Second is the credibility of the return on investment. During the pandemic, neither the return on investment of vaccine R&D nor on getting vaccines out to poorer countries were clear. In a situation of uncertainty, the importance of R&D was so obvious that it still passed the threshold, but vaccinating poor countries did not. In a private meeting, a senior UK government official rejected the self-interest case for the vaccinating poor countries, stating, “whatever you tell me about the economic benefits to this country of vaccinating the world, I won’t believe you.” This official (and doubtless many others) had been led to such a point of cynicism by the scarcely-credible advocacy line of “spend billions to save trillions” that he was no longer in listening mode. If he had been convinced that the benefits to the UK really were 12 times the costs, he might have reached into budgets beyond foreign aid, and funded COVAX properly.
Third is the credibility of the system to deliver. Even if vaccinating the world will save me money, who is to say that stumping up the money will lead to that happening? Again the case of COVAX is salutary. There were many concerns about the willingness of people in low-income countries to take COVID-19 vaccines, as well as their health systems’ ability to get needles into arms. But the biggest barrier to delivery in 2021 ended up being the Indian export ban. We need strong, credible institutions and systems at the global, regional and national level that will give confidence to payers that the potential return on investment will be realized in practice.
Finally, there is worldview. We are dealing here with investments that will benefit other countries at least as much, often much more, than the paying country. It goes without saying that protecting Africans against COVID-19 stood to benefit Africa far more than Europe or North America. How acceptable is that positive externality? Governments with a rivalrous worldview will discount benefits to others from their own return on investment. They will be concerned about other countries unfairly taking advantage of their expenditure, and worried that other countries may pull ahead of them in a zero-sum contest between nations. This will raise their national investment threshold, ensuring that only the highest priorities are funded. On the other hand, governments with a worldview that stresses interdependence and solidarity will see the self-interest case as an added benefit and will tolerate spending where the self-interest case is lower.

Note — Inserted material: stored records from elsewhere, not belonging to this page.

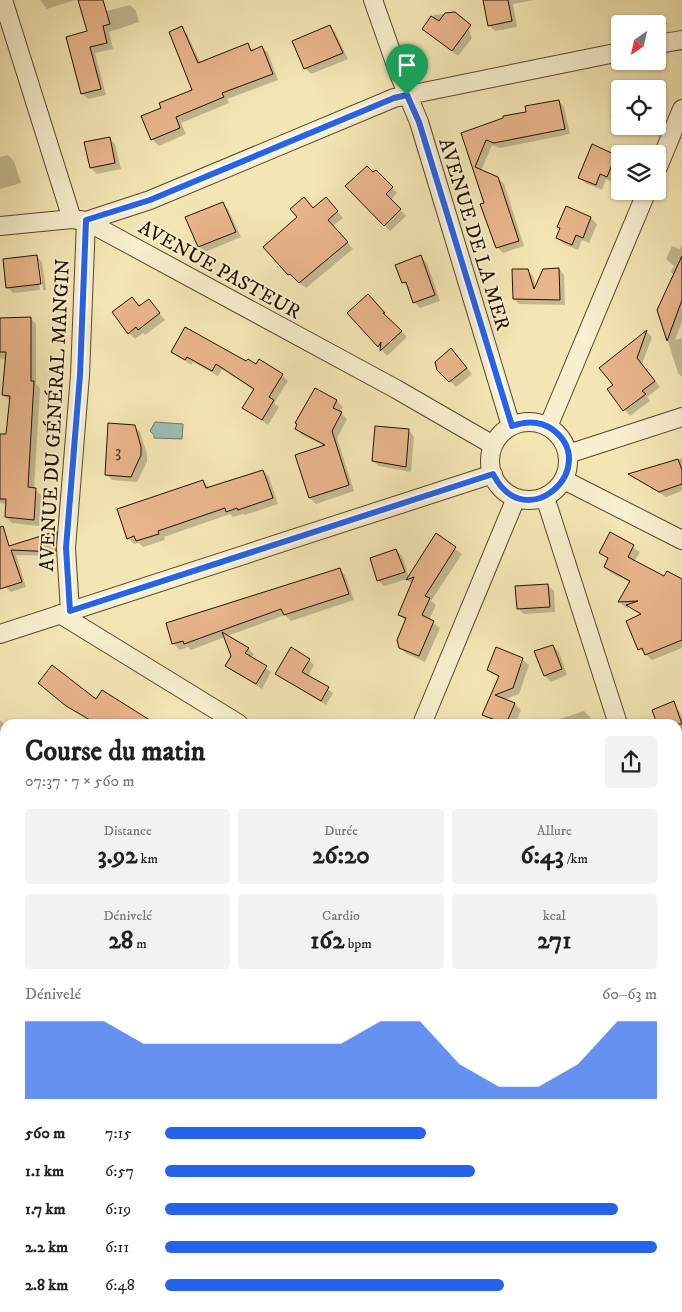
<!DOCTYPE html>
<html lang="fr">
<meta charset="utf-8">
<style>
body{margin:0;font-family:"IM FELL DW Pica",serif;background:#f2f2f2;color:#202124;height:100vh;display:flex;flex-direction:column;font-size:19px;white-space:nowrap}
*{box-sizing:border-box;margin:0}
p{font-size:16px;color:#757577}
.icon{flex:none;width:28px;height:28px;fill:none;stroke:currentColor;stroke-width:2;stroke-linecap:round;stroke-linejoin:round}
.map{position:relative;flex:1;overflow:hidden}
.details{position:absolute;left:0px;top:719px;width:682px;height:594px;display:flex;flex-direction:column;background:#fff;border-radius:15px 15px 0 0;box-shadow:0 1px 4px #0004}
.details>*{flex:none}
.needle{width:32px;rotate:214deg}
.fabs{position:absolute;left:611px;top:15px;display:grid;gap:10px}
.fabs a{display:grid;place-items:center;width:55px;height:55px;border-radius:5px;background:#fff;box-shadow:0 1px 4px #0004;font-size:25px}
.pin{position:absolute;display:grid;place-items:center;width:42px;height:42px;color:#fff;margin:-51px -21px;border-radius:50% 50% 50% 0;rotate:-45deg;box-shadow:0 0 5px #0007}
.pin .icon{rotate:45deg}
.round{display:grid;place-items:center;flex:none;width:52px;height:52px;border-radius:5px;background:#f2f2f2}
.overview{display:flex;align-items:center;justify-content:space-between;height:85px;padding:0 25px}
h1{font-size:28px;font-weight:800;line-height:38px}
.stats{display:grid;grid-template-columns:repeat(3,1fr);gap:8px;height:85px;padding:5px 25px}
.stats div{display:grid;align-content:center;border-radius:5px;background:#f2f2f2;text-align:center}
.stats b{font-size:25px;font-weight:800}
.stats small{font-size:14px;font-weight:400}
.stats p{font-size:14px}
.chart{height:140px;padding:10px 25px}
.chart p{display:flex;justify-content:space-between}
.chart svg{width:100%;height:90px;margin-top:5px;fill:#2563eb;opacity:.7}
ul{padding:0 25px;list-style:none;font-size:16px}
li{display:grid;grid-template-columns:80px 60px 1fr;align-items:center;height:38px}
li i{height:12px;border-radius:6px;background:#2563eb}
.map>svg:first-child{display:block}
</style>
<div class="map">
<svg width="682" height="1312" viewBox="0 0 682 1312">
<rect width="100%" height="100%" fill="#f4e6b4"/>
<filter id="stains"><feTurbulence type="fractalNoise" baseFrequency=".004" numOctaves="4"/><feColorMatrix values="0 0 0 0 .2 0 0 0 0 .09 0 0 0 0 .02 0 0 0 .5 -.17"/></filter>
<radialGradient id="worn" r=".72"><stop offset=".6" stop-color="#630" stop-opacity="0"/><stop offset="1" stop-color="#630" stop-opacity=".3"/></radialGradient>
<path fill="#9ebeb5" stroke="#6d796d" d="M155,422L183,424L182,439L154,438V435L150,431Z"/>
<path fill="#0003" d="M40,0H75L47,9Z
M485,0H534L513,4L517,27L495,31L489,25Z
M130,5L136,11L139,22L109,32L113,49L95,53L106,95L88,99L82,93L88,32L84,17Z
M454,13L467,25L472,38L458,56L424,29L434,15Z
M330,27L335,32L348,59L311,74L305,68Z
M181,28L187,34L201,64L247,45L254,51L262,47L268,53L278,80L227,99L229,103L181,123L186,134L159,146L153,140L143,117L163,109L194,90Z
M620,91V124L610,116Z
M559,101L564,107L570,134L500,148L492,145L481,171L498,178L504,184L524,246L503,253L497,247L486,204L463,134Z
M109,138L115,144L121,169L97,174L91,168Z
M592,146L616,156L620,160L613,182L606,179L602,190L585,183L579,177Z
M8,155L14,161L21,183L0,189V157Z
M376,171L397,193L391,200L406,216L390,231L347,186Z
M223,204L228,209L241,237L205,252L199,246Z
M332,205L343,218L333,226L353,249L306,288L289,274L314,209Z
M591,218L597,224L589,243L582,240L578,250L564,244L557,238L561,230L558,227Z
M682,244V321L675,340L682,338V377L678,373L658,310L674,276L671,272L674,266L666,259L672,246L680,249Z
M36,256L42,262L46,290H41H43L39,261H36L40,290L13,293L7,287Z
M420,257L427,263L440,301L420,308L414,302L409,288L403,282Z
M559,269L564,275L565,305L519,304L514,299L527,270L533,276L536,287Z
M368,296L407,337L387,356L349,313Z
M149,301L165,320L145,335L143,333L135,339L129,333L140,307Z
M30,318L36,324V384L40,388L34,489L41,495L39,526L12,523L6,517L7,504L0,503V435H7L10,401L3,395L7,360L0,358V319Z
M647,332L652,337L642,364L660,387L647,397L650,401L630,416L609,389L614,385L601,368Z
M173,352L247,362L282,375L288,381L274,403L279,407L268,425L244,408L254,390L222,369L218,376L193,362L191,365Z
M457,356L472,374L456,387L450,381Z
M315,389L337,401L343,407L340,412L347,419L337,438L354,491L316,504L310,498L325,446L302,435L296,429Z
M134,426L140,432L147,454V462L137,482L112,480L106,474Z
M408,430L414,436L411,472L379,466L373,461Z
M682,458V491L666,497L631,475Z
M263,471L269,477L278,504L245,515L243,514L233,517L230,514L164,537L165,540L143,547L139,543L134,544L128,538L203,481L209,487Z
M56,533L61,538L60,556L16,555L26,587L11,592L6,587L0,568V550Z
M610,534L640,552L634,562L665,578L682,580V648L652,660L640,649L641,615L630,607L626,608L620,602L631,583L611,573L605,567L609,560L600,552Z
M437,535L462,554L431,601L436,605L429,620L440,628L425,662L407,654L400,648L406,621L399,614L412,584L407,579L384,586L378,580L396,550L402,556L409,577Z
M339,569L345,575L354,600L291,621L285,615L227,636L248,649L254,654L251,658L271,672L262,689L226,666L232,656L225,637L191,650L188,647L180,650L174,644L167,624Z
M547,585L554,591L555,612L524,614L518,608Z
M553,646L559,652L567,675L551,682L545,676Z
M497,649L523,660L529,665L519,694L503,700L515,704L521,710L515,724H497L483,714L500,678L488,670Z
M309,660L314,665L308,676L333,693L326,705L276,674Z
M45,689L96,701L151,724H95L74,711Z
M673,703L682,716V733L678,735Z
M584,711L590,717L593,724H562L560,719Z
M0,720L5,725L0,741Z
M0,859L5,875V880H0Z
M0,966L4,970L3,985L0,986Z
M682,1035V1088L680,1090L682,1093L680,1122L682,1149L678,1153V1040Z
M5,1070V1081L2,1071Z
M678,1207L682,1213L681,1233L678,1230Z
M65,1308H87L88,1312H66Z
M228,1308H229L240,1312H226Z
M425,1308H431L436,1312H421Z
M486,1308H506L511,1312H491Z"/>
<path fill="#e9b58c" stroke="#231200" d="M78,0H103L110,24L103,26L107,43L90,47L101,89L81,94L66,37L87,31Z
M483,0H508L512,21L488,26Z
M455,12L471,25L452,51L422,29L431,16L439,21L445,13Z
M330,25L343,53L304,69L292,41Z
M182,26L198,63L248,43L251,51L262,46L273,74L222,93L224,97L176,117L180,128L151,140L141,116L161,108L159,103L192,90L169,32Z
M559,100L565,129L494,143L486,140L475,167L498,177L519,241L496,248L480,204L484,203L461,133L503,118V116L526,112L525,106Z
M110,137L115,163L90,168L84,142Z
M592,144L616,155L607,177L600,174L596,185L578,178Z
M367,166L373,172L376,170L393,187L386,194L401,209L384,226L345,186Z
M304,197L313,208L326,197L338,211L328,220L348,242L299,283L290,274L288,275L263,247L297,217L290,209Z
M223,202L236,232L198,247L185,217Z
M566,206L591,217L583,238L576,235L572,245L556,238L560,228L557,227Z
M37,255L41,284L6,288L3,259Z
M421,255L435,295L413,303L406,282L402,283L395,265Z
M682,256V300L667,341L657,310Z
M559,268L560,300L513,299L512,269H528L534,289L543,269Z
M368,294L385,313H383L402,331L380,351L381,342L378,347L347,313Z
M132,297L139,306L149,299L160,313L138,330L136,327L128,334L112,312Z
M31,317V381H34L28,487L36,488L34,520L5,517L6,499H0V434H6L10,396L2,395L6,352H0V318Z
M185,327L246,361L248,359L256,364L259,359L283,374L269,397L274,400L262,420L242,408L254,389L216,364L212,371L187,357L185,360L171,352Z
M647,330L637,358L655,381L642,391L646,394L623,411L607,389L613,385L599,368Z
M451,348L467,368L449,382L437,370L435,362Z
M315,388L337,400L333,408L342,412L332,431L349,485L309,498L295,455L325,445L295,429L297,424L295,423Z
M108,423L135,425L141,447V455L131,477L105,475Z
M375,426L409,429L406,467L372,461Z
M678,459L682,470V484L659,492L628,474Z
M263,470L273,498L238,510L237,508L226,512L225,508L158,531L159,534L136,541L134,536L127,539L117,509L203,480L206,488Z
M3,526L9,546L57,531L56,552L11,550L22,582L0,589V527Z
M610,532L634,545L628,557L664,576L667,571L682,579V640L645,655L642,648L638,650L626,621L641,614L626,605L638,601L618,602L630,581L604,567L608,558L599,553Z
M436,533L456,547L425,596L430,598L422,615L434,621L419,656L399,648L397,640L406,618L398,615L414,577L406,580Z
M396,549L405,572L377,581L370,558Z
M340,568L349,594L284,615L281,609L184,644L183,641L172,644L166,623Z
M548,584L550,607L517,609L515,586Z
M222,632L249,648L245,653L267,666L256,684L225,666L231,656Z
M553,645L562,669L544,676L534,651Z
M291,647L310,659L302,672L329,687L321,701L275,674Z
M496,647L523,658L513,688L495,695L515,703L506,724L482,715L499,676L487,670Z
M52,665L96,699L102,690L156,724H97L66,706L38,683Z
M674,701L682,724H657L652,710Z"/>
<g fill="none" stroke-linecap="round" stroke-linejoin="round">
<g stroke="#57472d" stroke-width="20">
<path id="minor" d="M3,0L72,219L86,221L396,389L493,445
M373,0L399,74L419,122L511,426
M658,44L682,40
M658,167L682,109
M0,226L72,219
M490 461a39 39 0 1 1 78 0a39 39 0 1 1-78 0Z
M548,427L647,191
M568,454L682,417
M564,480L682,540
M545,497L618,724
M70,611L66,548L80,375L86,221L150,200L394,98L620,52
M60,614L239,724
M0,634L493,474
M422,724L516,498
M678,908L682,922
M678,985L682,987
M0,1186L5,1202
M678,1257L682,1254
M37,1308L39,1312
M286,1308L291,1312
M179,1312L181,1308
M317,1312L322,1308
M609,1312L614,1308"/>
</g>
<use href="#minor" stroke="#f8efce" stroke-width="18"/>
</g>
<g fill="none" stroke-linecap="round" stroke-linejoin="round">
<g stroke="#fff" stroke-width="10">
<path id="route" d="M407,95L419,122L512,426C526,421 539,420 552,429C603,466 526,539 493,474L70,611L66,548L80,375L86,220L150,200L394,98Z"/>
</g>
<use href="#route" stroke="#2563eb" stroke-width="6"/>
</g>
<g text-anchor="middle" stroke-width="4" stroke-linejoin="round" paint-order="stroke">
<g font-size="18" fill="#543b23">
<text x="118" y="457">3</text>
</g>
<g font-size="20" fill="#231200" stroke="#f8efce">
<text transform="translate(475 234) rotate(73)" y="7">AVENUE DE LA MER</text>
<text transform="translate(220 269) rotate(29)" y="7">AVENUE PASTEUR</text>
<text transform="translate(54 415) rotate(-87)" y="7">AVENUE DU GÉNÉRAL MANGIN</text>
</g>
</g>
<rect width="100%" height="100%" filter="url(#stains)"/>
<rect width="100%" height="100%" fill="url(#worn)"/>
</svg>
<div class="fabs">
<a><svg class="needle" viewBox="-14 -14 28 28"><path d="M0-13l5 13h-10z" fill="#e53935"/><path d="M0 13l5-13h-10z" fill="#757577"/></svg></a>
<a><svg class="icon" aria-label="locate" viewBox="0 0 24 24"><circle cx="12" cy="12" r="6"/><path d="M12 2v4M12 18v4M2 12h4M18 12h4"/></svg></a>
<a><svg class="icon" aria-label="layers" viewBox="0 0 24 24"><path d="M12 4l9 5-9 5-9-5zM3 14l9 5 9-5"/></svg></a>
</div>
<div class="pin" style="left:407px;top:95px;background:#1e9e55"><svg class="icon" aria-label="arrive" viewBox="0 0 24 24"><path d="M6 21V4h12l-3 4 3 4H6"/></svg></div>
<section class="details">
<div class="overview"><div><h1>Course du matin</h1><p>07:37 · 7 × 560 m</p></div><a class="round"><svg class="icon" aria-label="share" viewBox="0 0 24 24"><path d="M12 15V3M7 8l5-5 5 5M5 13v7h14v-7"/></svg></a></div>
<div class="stats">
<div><p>Distance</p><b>3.92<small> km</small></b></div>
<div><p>Durée</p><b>26:20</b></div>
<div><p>Allure</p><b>6:43<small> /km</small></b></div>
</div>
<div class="stats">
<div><p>Dénivelé</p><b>28<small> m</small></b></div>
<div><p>Cardio</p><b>162<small> bpm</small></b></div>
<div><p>kcal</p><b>271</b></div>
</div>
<div class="chart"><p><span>Dénivelé</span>60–63 m</p>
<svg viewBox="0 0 160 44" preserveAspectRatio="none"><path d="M0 44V6L10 6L20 6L30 17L40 17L50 17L60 17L70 17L80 17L90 6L100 6L110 27L120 38L130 38L140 27L150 6L160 6V44z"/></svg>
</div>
<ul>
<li><b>560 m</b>7:15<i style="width:53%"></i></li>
<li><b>1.1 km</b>6:57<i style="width:63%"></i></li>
<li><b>1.7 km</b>6:19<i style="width:92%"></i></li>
<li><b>2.2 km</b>6:11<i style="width:100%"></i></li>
<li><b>2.8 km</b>6:48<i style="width:69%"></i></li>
</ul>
</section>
</div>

If these are the factors that influence the national investment threshold, then the task for advocates is clear. They should focus on countries with growing fiscal space (including outside the G7). They should pour effort into increasing the detail, credibility, and force of the self-interest return-on-investment case for international spending (and stay away from poorly evidenced exaggerations). They should work to remove the barriers that reduce the effectiveness of delivery systems. And they should tirelessly make the case for a worldview based on interdependence and solidarity, not rivalry.
The starting point is to move beyond the binary language of “Global Public Goods” vs “Development Cooperation” and do the hard work of mapping out the Scale of Global Common Benefit, through Country Cost Curves for International Spending.
Return on investment is usually associated with 3-5 year policy and funding cycles. How does one make the case for longer term investments (in say CRVS or, in this case, stronger health systems)? How does one make the case that long-term investing in public health will save money that in future will be ploughed (profitably?) into chasing diseases?